Summer is upon us and the weather is quite strange here in New South Wales where I am based. The first day of summer had a high in the low teens and was cold. By the ninth day of summer the temperature was in the very high 30’s and we were all sweltering. Fires are raging across our country and many areas are drought declared with many more being on the cusp of drought. Water restrictions are in force in many locations and if you do not have water restrictions in place you should still be very careful with your use of water.

In many Social Media gardening groups, discussion centres around how to keep your plants alive with strict water restrictions and how difficult this can be. When hoses are not allowed, we need to go back to the way our ancestors watered their precious food crops -saving every drop of water that is not used in the house and bucketing it onto the plants. Saving shower warm up water, having a container to pour left over water from drinks and cooking water from vegetables are some of the ways to be waterwise. Place a bucket under the condensation outlet of split system air conditioners to catch the water, it is surprising how much water can be saved this way. Grey water systems attached to washing machines make use of the rinse water. Always keep a bucket under every outdoor tap that you are using so if there are drips you catch them.  It doesn’t matter how you do it, bucketing water onto gardens makes us more mindful of our water use as it is much harder work than simply turning on a tap and moving a hose around. We do not have a sewer system available where we live, therefore we have a recycling waste system that treats all wastewater (using bacteria) and the water is then released onto the garden. The water is not potable and there are regulations about using it on food plants, ours goes on to a large rose garden, and it can be used on lawns and other decorative gardens. We are still very careful about water use, but I feel better knowing that any water we use in the house goes back onto the garden.

It is also important in the heat of summer to remember not only do our pets require access to fresh drinking water, but the wildlife around us also need water too.  Birdbaths can be very decorative but also serve a purpose in a garden.

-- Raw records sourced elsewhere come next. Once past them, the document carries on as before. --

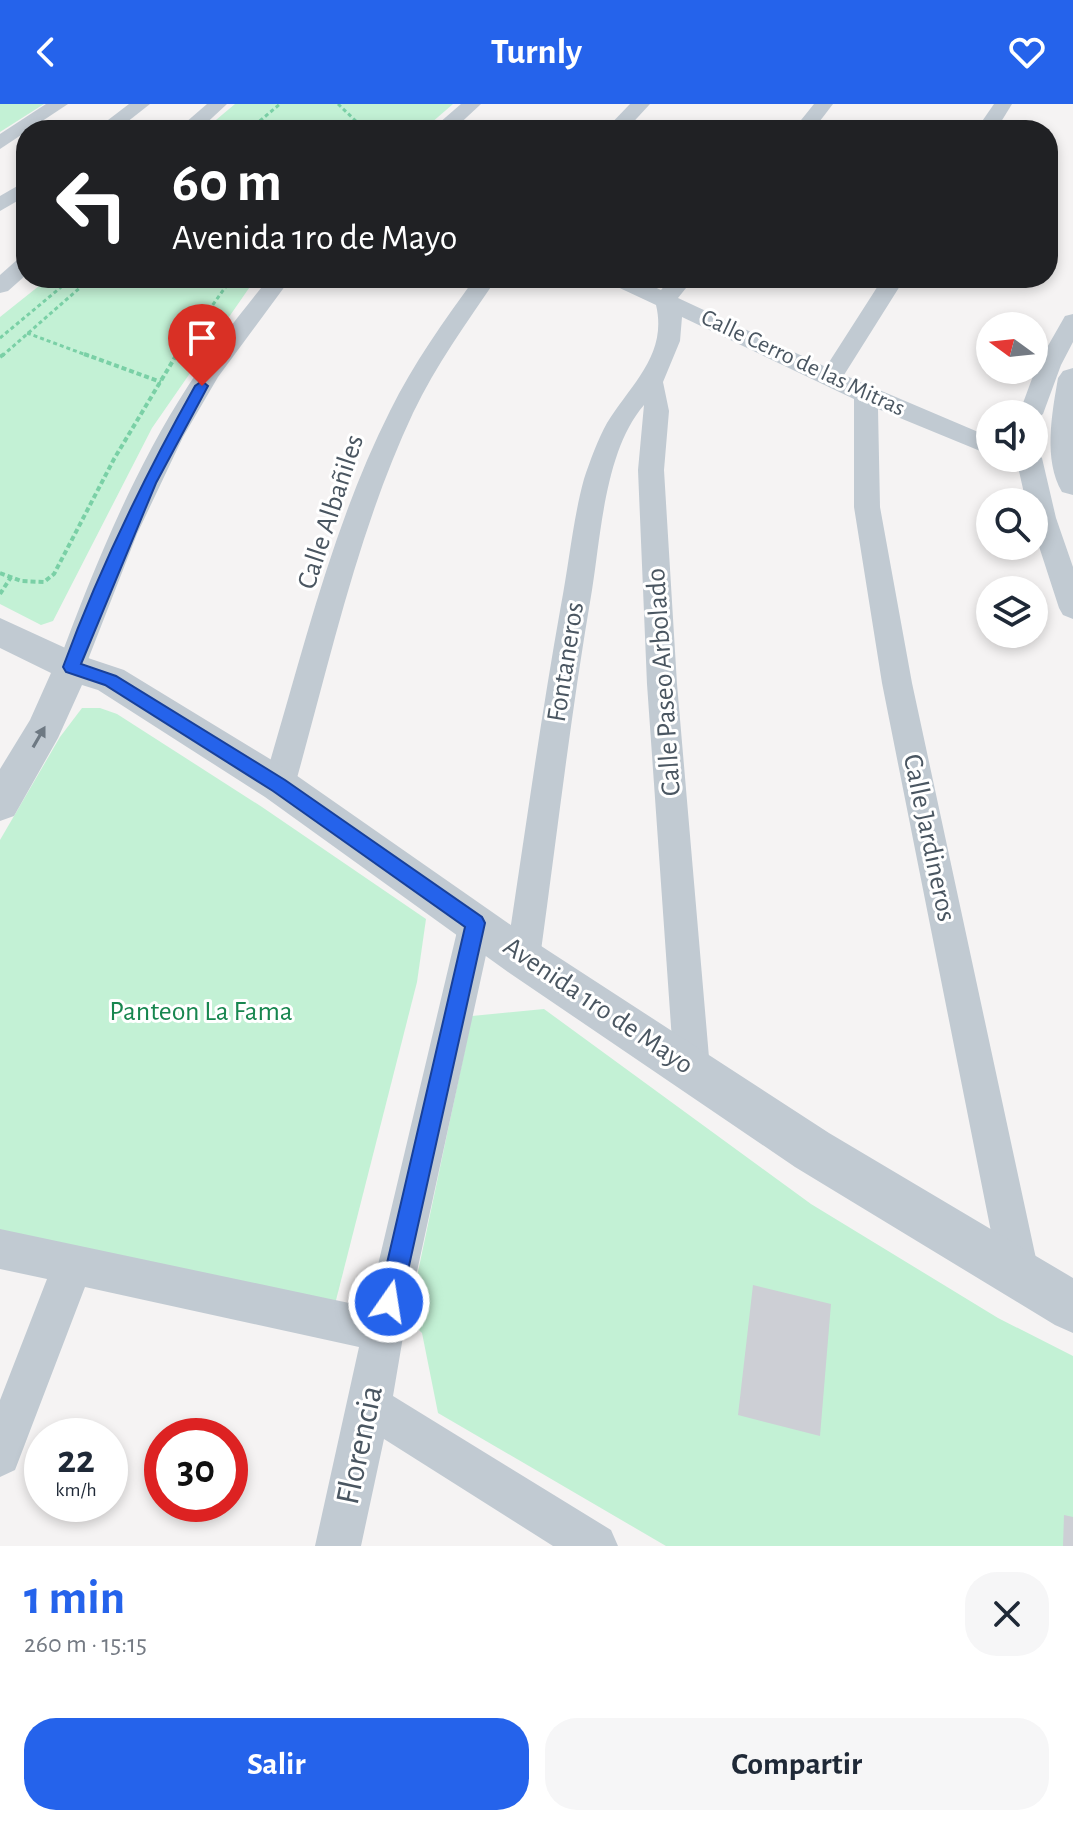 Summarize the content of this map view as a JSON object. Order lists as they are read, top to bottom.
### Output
{
  "streets": {
    "street": [
      "Calle Cerro de las Mitras",
      "Calle Albañiles",
      "Fontaneros",
      "Calle Paseo Arbolado",
      "Calle Jardineros",
      "Avenida 1ro de Mayo",
      "Florencia"
    ]
  },
  "crossings": [
    ["Calle Cerro de las Mitras", "Calle Paseo Arbolado"],
    ["Calle Cerro de las Mitras", "Calle Jardineros"],
    ["Calle Albañiles", "Avenida 1ro de Mayo"],
    ["Fontaneros", "Calle Paseo Arbolado"],
    ["Fontaneros", "Avenida 1ro de Mayo"],
    ["Calle Paseo Arbolado", "Avenida 1ro de Mayo"],
    ["Calle Jardineros", "Avenida 1ro de Mayo"],
    ["Avenida 1ro de Mayo", "Florencia"]
  ],
  "parks": ["Panteon La Fama"],
  "north": "left",
  "page": {
    "header": "Turnly",
    "turn": ["60 m", "Avenida 1ro de Mayo"],
    "speed": "22 km/h",
    "limit": "30",
    "heading": ["1 min", "260 m · 15:15"],
    "buttons": ["Salir", "Compartir"]
  }
} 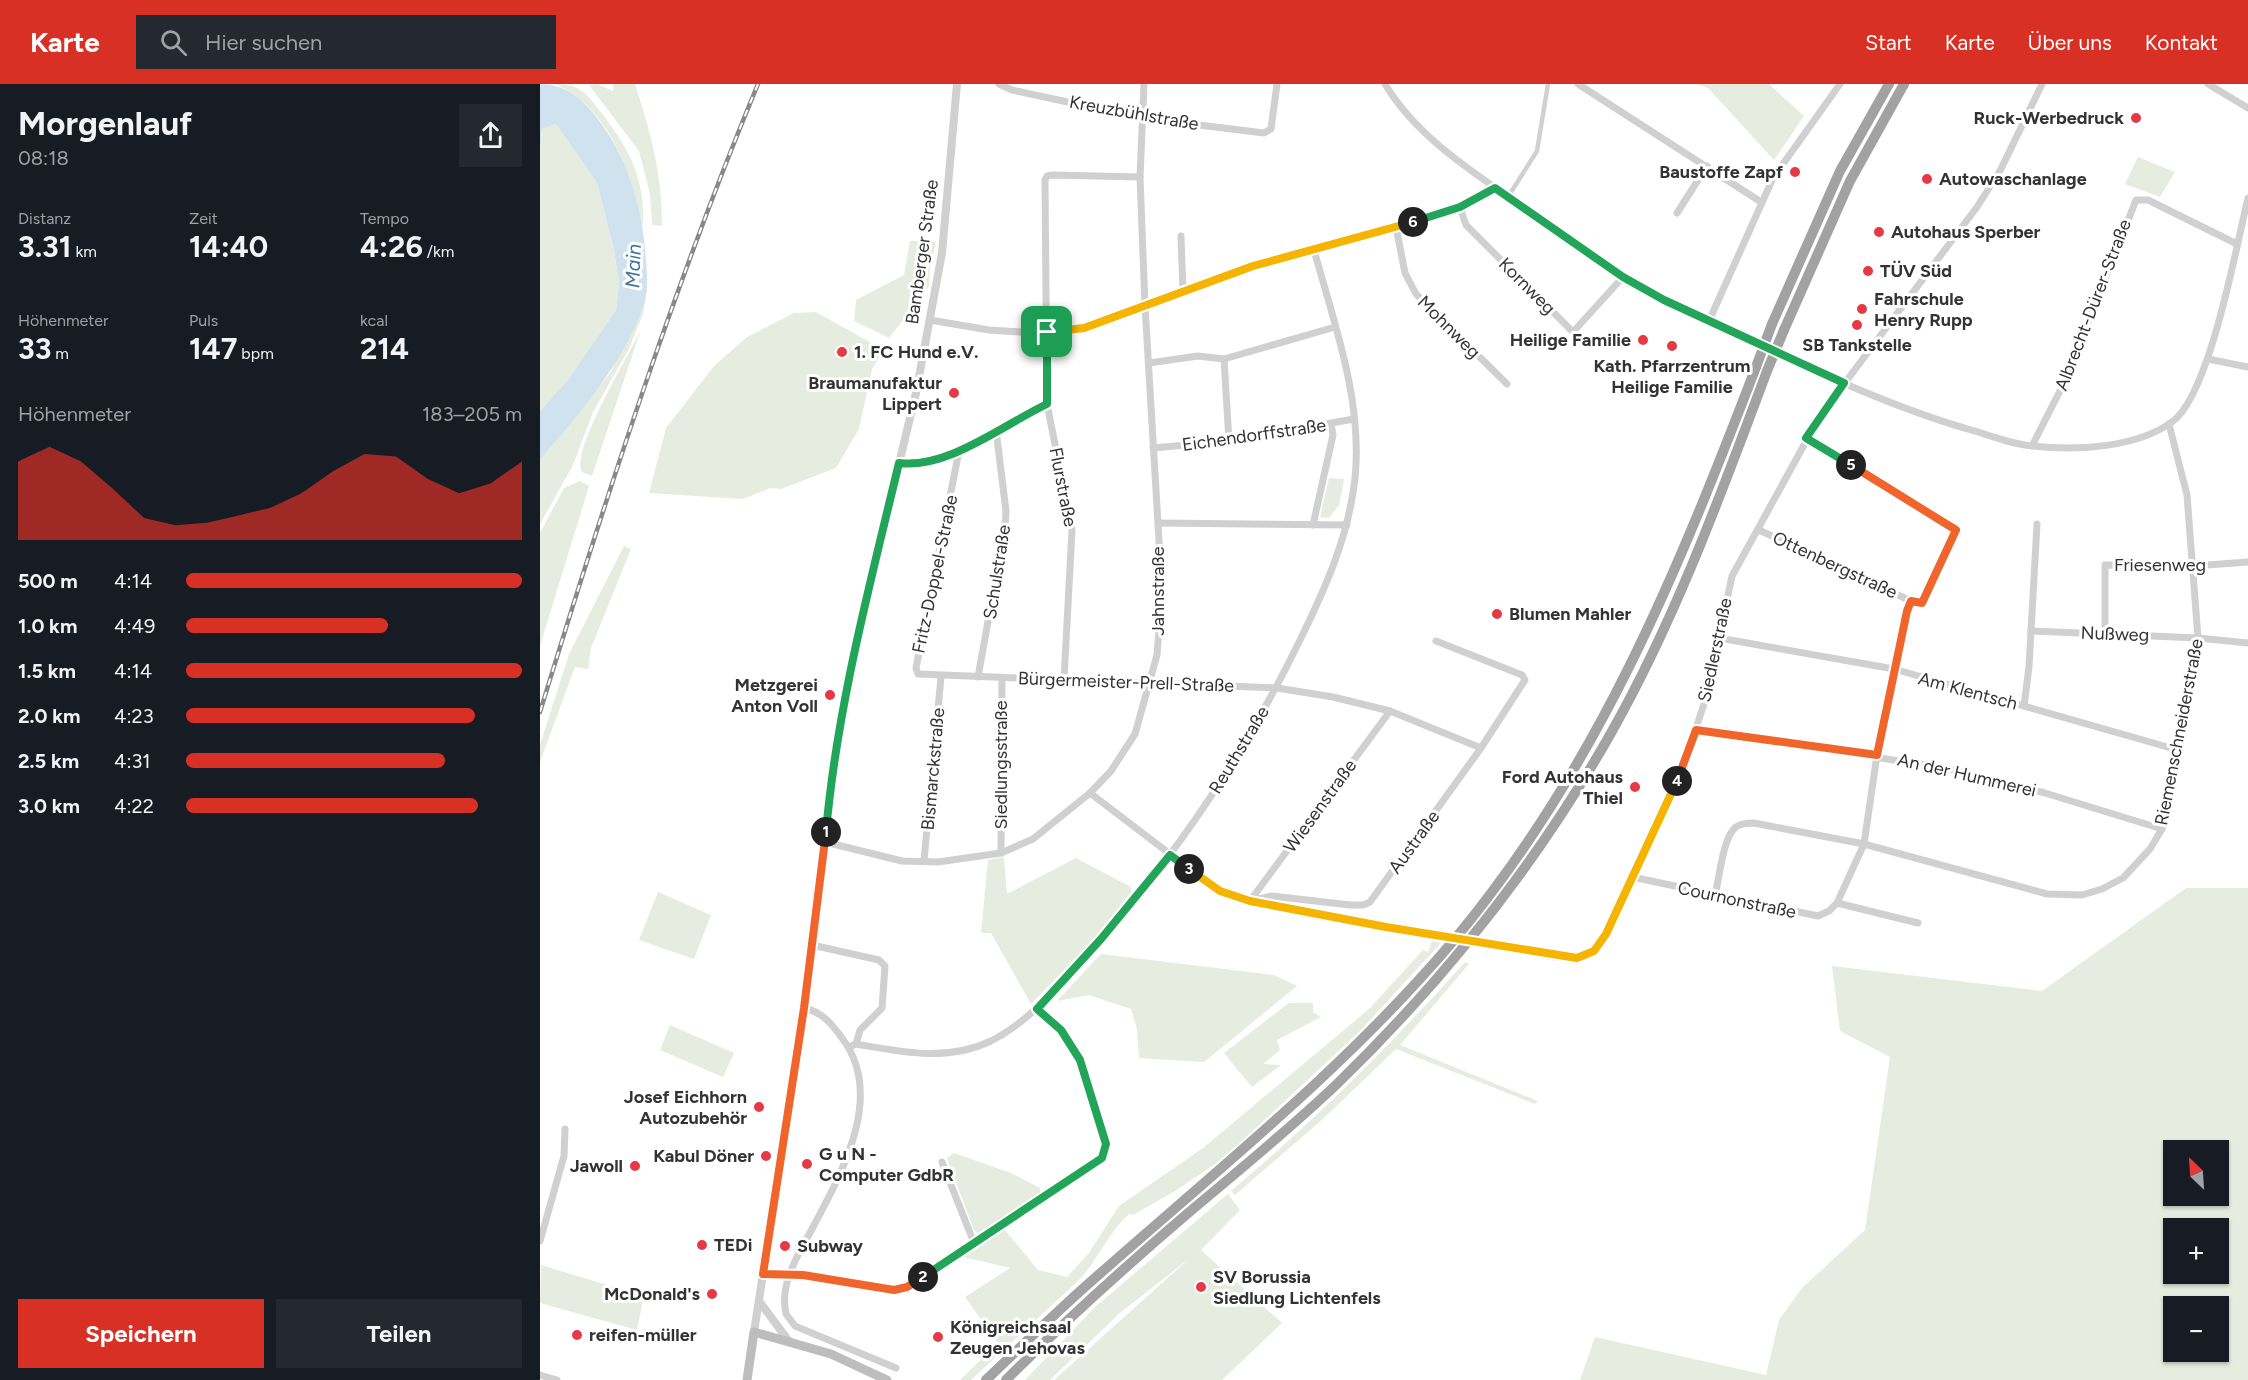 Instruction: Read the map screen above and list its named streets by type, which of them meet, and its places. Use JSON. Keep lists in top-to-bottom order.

Birds will flock to them for a drink and a bath. It is important to keep them clean so keep a scrubbing brush for the purpose and give it a scrub weekly and rinse out debris. Water needs to be changed daily if possible. Birdbaths are also best placed in an area that provides some shade to decrease evaporation. Minimise access to cats and other predators by ensuring there is no cover for them to hide in and hunt from. Alternatively provide shelter for birds in the form of a thorny bush nearby.

Insects need access to drinking water as well. Providing a shallow dish with some rocks for insects to perch on safely is ideal. Insects are attracted to colours in the yellow and blue spectrum so a narrow dish in these colours is great, but really any shallow dish will do. If you don’t want to, or can’t keep a variety of water sources clean and fresh, place a rock in your birdbath and it will become a multi-purpose waterer.

Creating a variety of insect and bird water sources can be a fun school holiday activity. Tip shops and Op shops often have shallow ceramic or glass dishes that can be purchased for very little. Kids can gather the required rocks, and these can be painted with non-toxic paint to add colour. A small watering can that a child can manage can be used to add water each day. Just remember that insect water vessels also need to be kept clean and topped up regularly.

There is always other wildlife around that is not visible during the day. I live in on a rural property so some of the species we may have would include possums, kangaroos, flying foxes and hopefully squirrel gliders and others. Even in urban areas there is wildlife about that you may not be aware of.  A ceramic dog water bowl left under bushes and trees will provide a drink to many animals. Remember to clean it and refill it regularly. One bucket of water will fill a number of water vessels in a garden on a daily basis.

As the year draws to a close and summer heats up please be mindful of your water use but also remember to provide drinks for the birds and insects that surround us.